From 9cf70bb6991df874350ea0f5c97da26bb6757edb Mon Sep 17 00:00:00 2001
From: ewolinetz <ewolinet@redhat.com>
Date: Fri, 13 Jan 2017 16:37:27 -0600
Subject: additional comments addressed

---
 roles/openshift_logging/files/elasticsearch.yml    | 74 ---------------------
 .../tasks/generate_configmaps.yaml                 | 13 ++--
 .../templates/elasticsearch.yml.j2                 | 75 ++++++++++++++++++++++
 3 files changed, 79 insertions(+), 83 deletions(-)

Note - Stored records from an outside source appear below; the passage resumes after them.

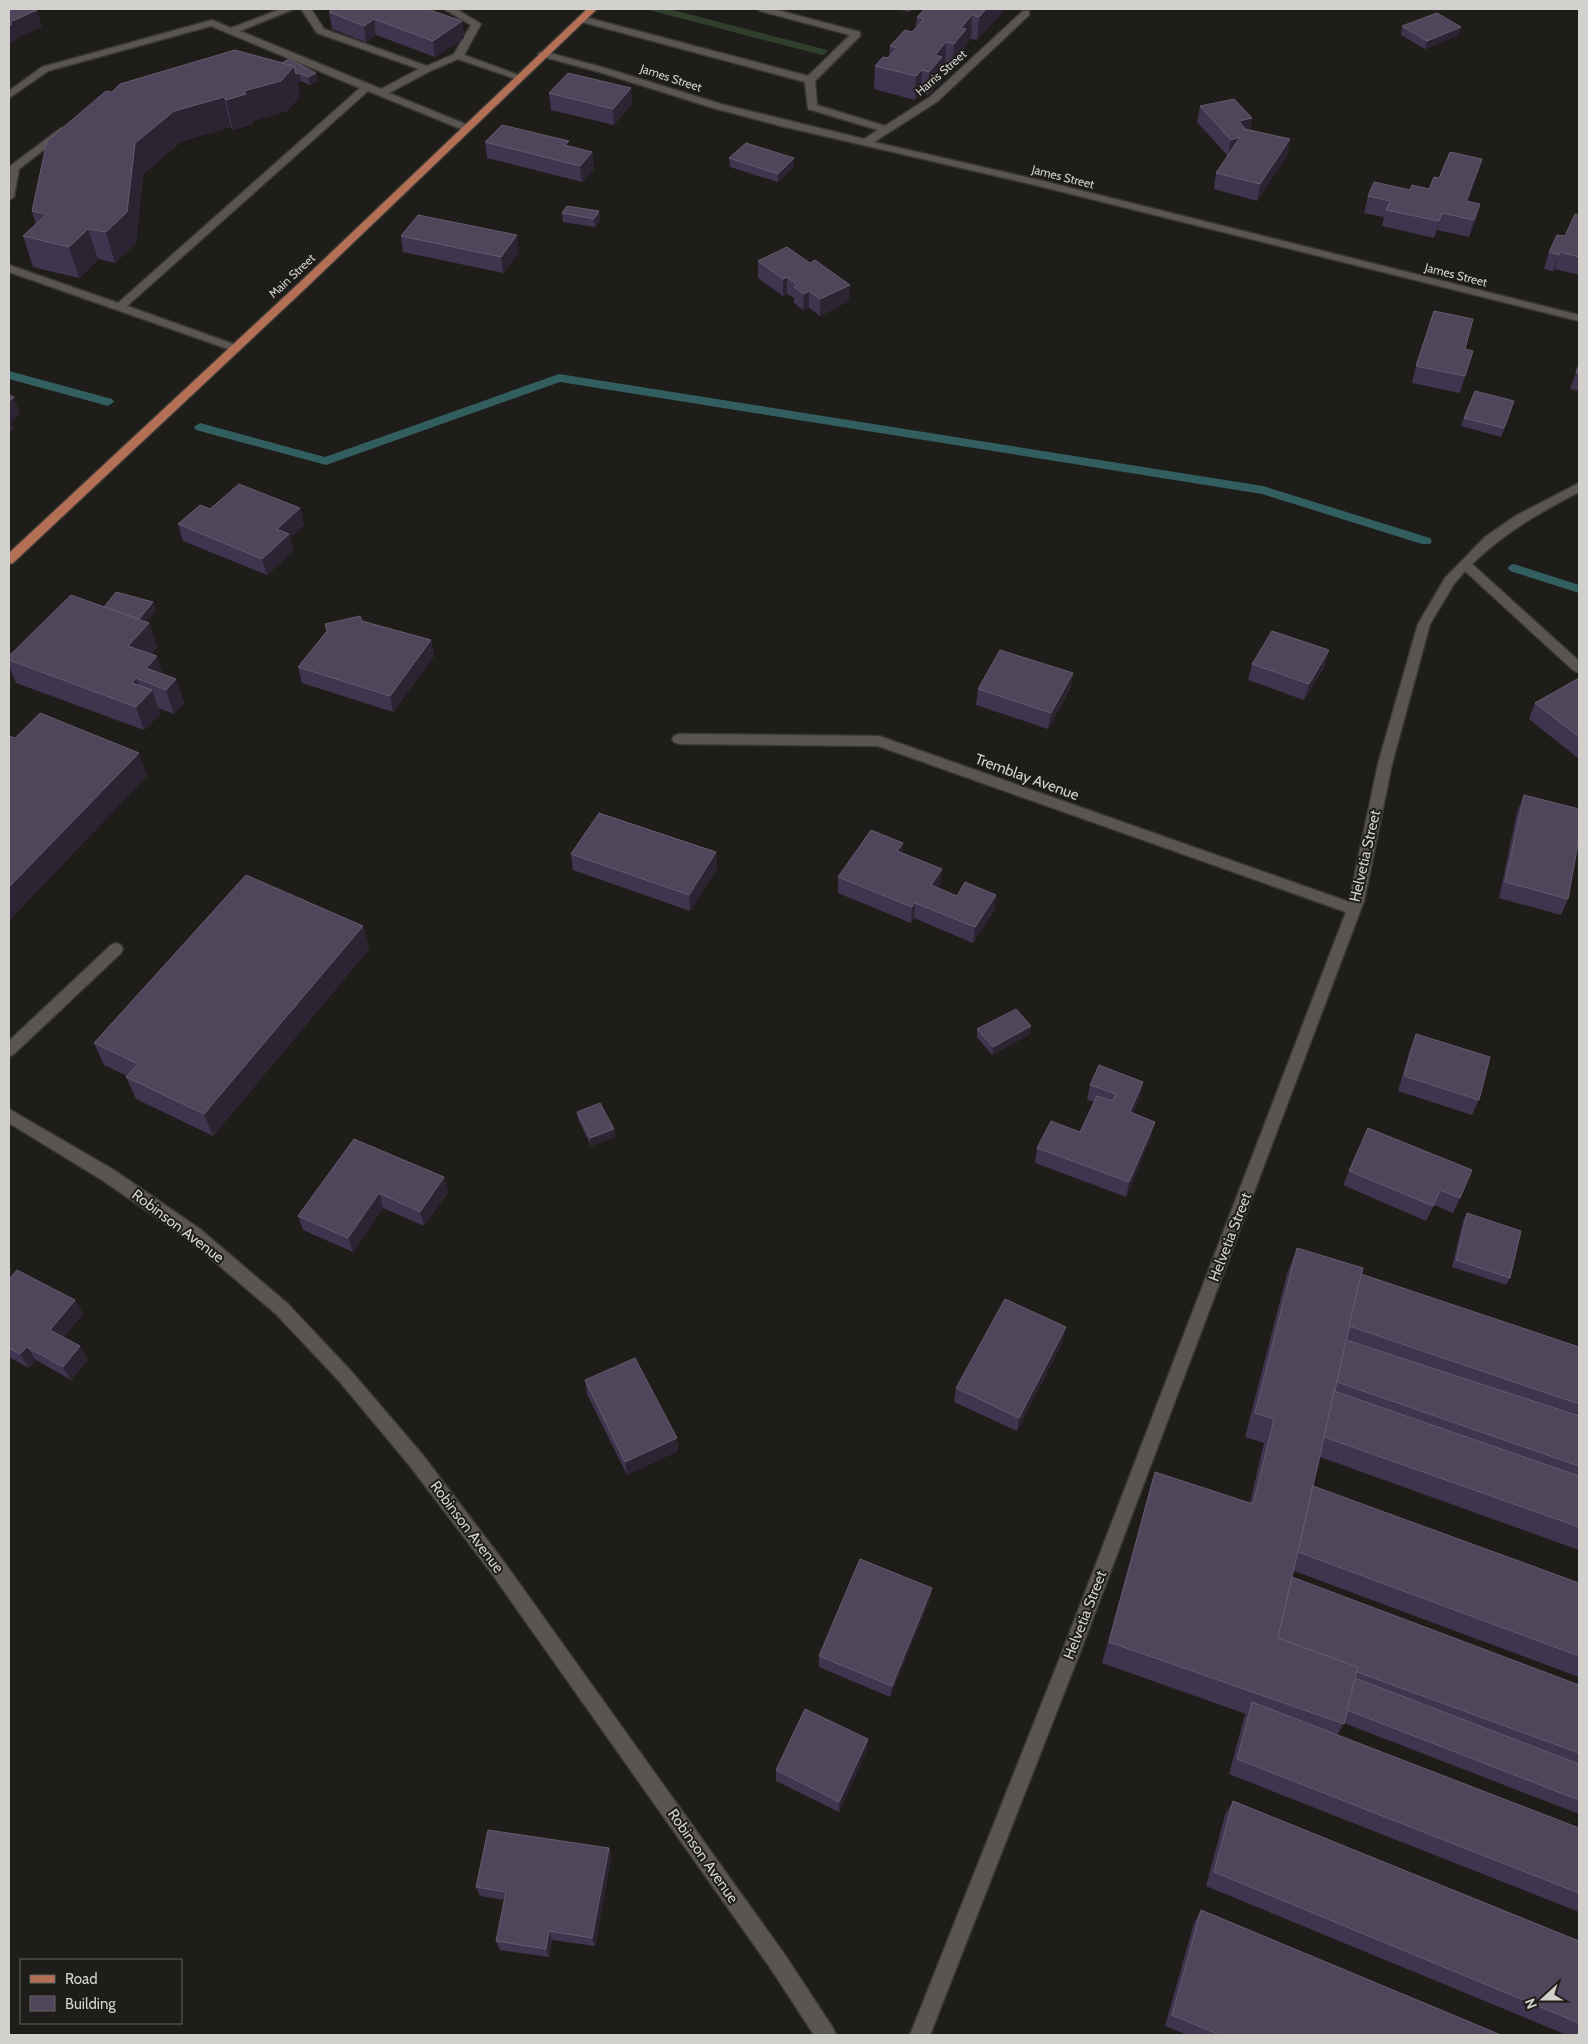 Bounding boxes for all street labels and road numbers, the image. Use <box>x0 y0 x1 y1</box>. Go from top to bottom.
street label: Harris Street <box>912 46 969 99</box>
street label: James Street <box>638 60 704 95</box>
street label: James Street <box>1029 161 1096 192</box>
street label: Main Street <box>265 250 318 301</box>
street label: James Street <box>1422 259 1489 290</box>
street label: Tremblay Avenue <box>973 750 1082 804</box>
street label: Helvetia Street <box>1346 808 1384 904</box>
street label: Robinson Avenue <box>128 1186 228 1267</box>
street label: Helvetia Street <box>1205 1190 1255 1284</box>
street label: Robinson Avenue <box>427 1477 508 1577</box>
street label: Helvetia Street <box>1060 1568 1110 1662</box>
street label: Robinson Avenue <box>664 1806 742 1907</box>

 delete mode 100644 roles/openshift_logging/files/elasticsearch.yml
 create mode 100644 roles/openshift_logging/templates/elasticsearch.yml.j2

(limited to 'roles/openshift_logging/files')

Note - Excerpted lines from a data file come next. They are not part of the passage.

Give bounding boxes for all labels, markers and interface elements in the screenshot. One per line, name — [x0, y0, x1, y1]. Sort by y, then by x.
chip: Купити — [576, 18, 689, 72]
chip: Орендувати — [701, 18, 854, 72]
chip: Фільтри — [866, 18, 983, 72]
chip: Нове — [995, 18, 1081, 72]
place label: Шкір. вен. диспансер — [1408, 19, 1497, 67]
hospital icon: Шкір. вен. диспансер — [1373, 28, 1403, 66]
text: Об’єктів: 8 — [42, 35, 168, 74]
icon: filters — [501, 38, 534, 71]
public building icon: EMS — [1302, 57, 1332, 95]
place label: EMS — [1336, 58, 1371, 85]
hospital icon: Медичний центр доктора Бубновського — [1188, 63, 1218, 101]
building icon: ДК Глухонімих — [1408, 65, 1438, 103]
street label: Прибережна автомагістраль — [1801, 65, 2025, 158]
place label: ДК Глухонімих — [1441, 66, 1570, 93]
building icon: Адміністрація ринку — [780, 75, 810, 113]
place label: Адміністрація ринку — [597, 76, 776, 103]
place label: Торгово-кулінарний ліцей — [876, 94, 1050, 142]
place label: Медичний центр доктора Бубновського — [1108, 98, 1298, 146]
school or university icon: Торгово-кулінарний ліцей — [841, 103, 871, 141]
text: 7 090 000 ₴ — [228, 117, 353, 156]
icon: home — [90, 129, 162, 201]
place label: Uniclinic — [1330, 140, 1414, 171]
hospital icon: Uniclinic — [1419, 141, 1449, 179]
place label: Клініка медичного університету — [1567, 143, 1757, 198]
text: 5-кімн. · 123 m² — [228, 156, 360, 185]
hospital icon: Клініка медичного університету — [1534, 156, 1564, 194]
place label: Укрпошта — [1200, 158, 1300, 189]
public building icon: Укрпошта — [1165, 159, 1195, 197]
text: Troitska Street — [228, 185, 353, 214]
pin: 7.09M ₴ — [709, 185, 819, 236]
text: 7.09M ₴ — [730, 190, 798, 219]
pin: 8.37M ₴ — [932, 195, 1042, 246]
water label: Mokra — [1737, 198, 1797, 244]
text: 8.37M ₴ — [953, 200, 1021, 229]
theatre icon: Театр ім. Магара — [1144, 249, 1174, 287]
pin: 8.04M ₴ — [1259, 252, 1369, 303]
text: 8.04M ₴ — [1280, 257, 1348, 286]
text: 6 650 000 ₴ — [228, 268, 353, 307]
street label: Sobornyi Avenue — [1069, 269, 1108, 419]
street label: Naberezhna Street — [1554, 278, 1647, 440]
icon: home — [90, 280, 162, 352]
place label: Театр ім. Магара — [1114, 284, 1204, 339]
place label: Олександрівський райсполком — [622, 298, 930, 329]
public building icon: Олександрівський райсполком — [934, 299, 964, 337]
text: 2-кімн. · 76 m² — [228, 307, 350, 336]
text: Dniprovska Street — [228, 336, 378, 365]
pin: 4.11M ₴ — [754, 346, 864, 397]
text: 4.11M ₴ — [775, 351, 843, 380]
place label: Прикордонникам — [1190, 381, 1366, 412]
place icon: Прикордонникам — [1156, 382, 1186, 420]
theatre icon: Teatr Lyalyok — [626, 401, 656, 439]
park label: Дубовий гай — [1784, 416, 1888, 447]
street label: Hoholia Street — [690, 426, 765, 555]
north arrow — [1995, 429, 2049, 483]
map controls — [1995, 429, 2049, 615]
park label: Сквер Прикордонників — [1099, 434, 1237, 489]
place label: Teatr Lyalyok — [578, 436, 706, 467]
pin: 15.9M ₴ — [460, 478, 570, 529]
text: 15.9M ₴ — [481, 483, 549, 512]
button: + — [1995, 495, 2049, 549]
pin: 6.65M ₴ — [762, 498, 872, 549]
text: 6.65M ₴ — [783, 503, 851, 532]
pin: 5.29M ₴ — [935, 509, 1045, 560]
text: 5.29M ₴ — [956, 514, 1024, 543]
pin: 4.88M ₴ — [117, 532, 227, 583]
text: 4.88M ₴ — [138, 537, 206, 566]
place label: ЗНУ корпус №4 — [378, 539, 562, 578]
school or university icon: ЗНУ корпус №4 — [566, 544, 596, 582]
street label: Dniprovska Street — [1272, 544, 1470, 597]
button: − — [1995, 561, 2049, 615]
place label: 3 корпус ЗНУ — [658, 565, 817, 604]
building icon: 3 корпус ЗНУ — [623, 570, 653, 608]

diff --git a/roles/openshift_logging/files/elasticsearch.yml b/roles/openshift_logging/files/elasticsearch.yml
deleted file mode 100644
index 4eff30e61..000000000
--- a/roles/openshift_logging/files/elasticsearch.yml
+++ /dev/null
@@ -1,74 +0,0 @@
-cluster:
-  name: ${CLUSTER_NAME}
-
-script:
-  inline: on
-  indexed: on
-
-index:
-  number_of_shards: 1
-  number_of_replicas: 0
-  auto_expand_replicas: 0-3
-  unassigned.node_left.delayed_timeout: 2m
-  translog:
-    flush_threshold_size: 256mb
-    flush_threshold_period: 5m
-
-node:
-  master: true
-  data: true
-
-network:
-  host: 0.0.0.0
-
-cloud:
-  kubernetes:
-    service: ${SERVICE_DNS}
-    namespace: ${NAMESPACE}
-
-discovery:
-  type: kubernetes
-  zen.ping.multicast.enabled: false
-
-gateway:
-  expected_master_nodes: ${NODE_QUORUM}
-  recover_after_nodes: ${RECOVER_AFTER_NODES}
-  expected_nodes: ${RECOVER_EXPECTED_NODES}
-  recover_after_time: ${RECOVER_AFTER_TIME}
-
-io.fabric8.elasticsearch.authentication.users: ["system.logging.kibana", "system.logging.fluentd", "system.logging.curator", "system.admin"]
-
-openshift.searchguard:
-  keystore.path: /etc/elasticsearch/secret/admin.jks
-  truststore.path: /etc/elasticsearch/secret/searchguard.truststore
-
-
-path:
-  data: /elasticsearch/persistent/${CLUSTER_NAME}/data
-  logs: /elasticsearch/${CLUSTER_NAME}/logs
-  work: /elasticsearch/${CLUSTER_NAME}/work
-  scripts: /elasticsearch/${CLUSTER_NAME}/scripts
-
-searchguard:
-  authcz.admin_dn:
-  - CN=system.admin,OU=OpenShift,O=Logging
-  config_index_name: ".searchguard.${HOSTNAME}"
-  ssl:
-    transport:
-      enabled: true
-      enforce_hostname_verification: false
-      keystore_type: JKS
-      keystore_filepath: /etc/elasticsearch/secret/searchguard.key
-      keystore_password: kspass
-      truststore_type: JKS
-      truststore_filepath: /etc/elasticsearch/secret/searchguard.truststore
-      truststore_password: tspass
-    http:
-      enabled: true
-      keystore_type: JKS
-      keystore_filepath: /etc/elasticsearch/secret/key
-      keystore_password: kspass
-      clientauth_mode: OPTIONAL
-      truststore_type: JKS
-      truststore_filepath: /etc/elasticsearch/secret/truststore
-      truststore_password: tspass
diff --git a/roles/openshift_logging/tasks/generate_configmaps.yaml b/roles/openshift_logging/tasks/generate_configmaps.yaml
index f9f9ee79f..b24a7c342 100644
--- a/roles/openshift_logging/tasks/generate_configmaps.yaml
+++ b/roles/openshift_logging/tasks/generate_configmaps.yaml
@@ -6,16 +6,11 @@
       when: es_logging_contents is undefined
       changed_when: no
 
-    - copy:
-        src: elasticsearch.yml
-        dest: "{{mktemp.stdout}}/elasticsearch.yml"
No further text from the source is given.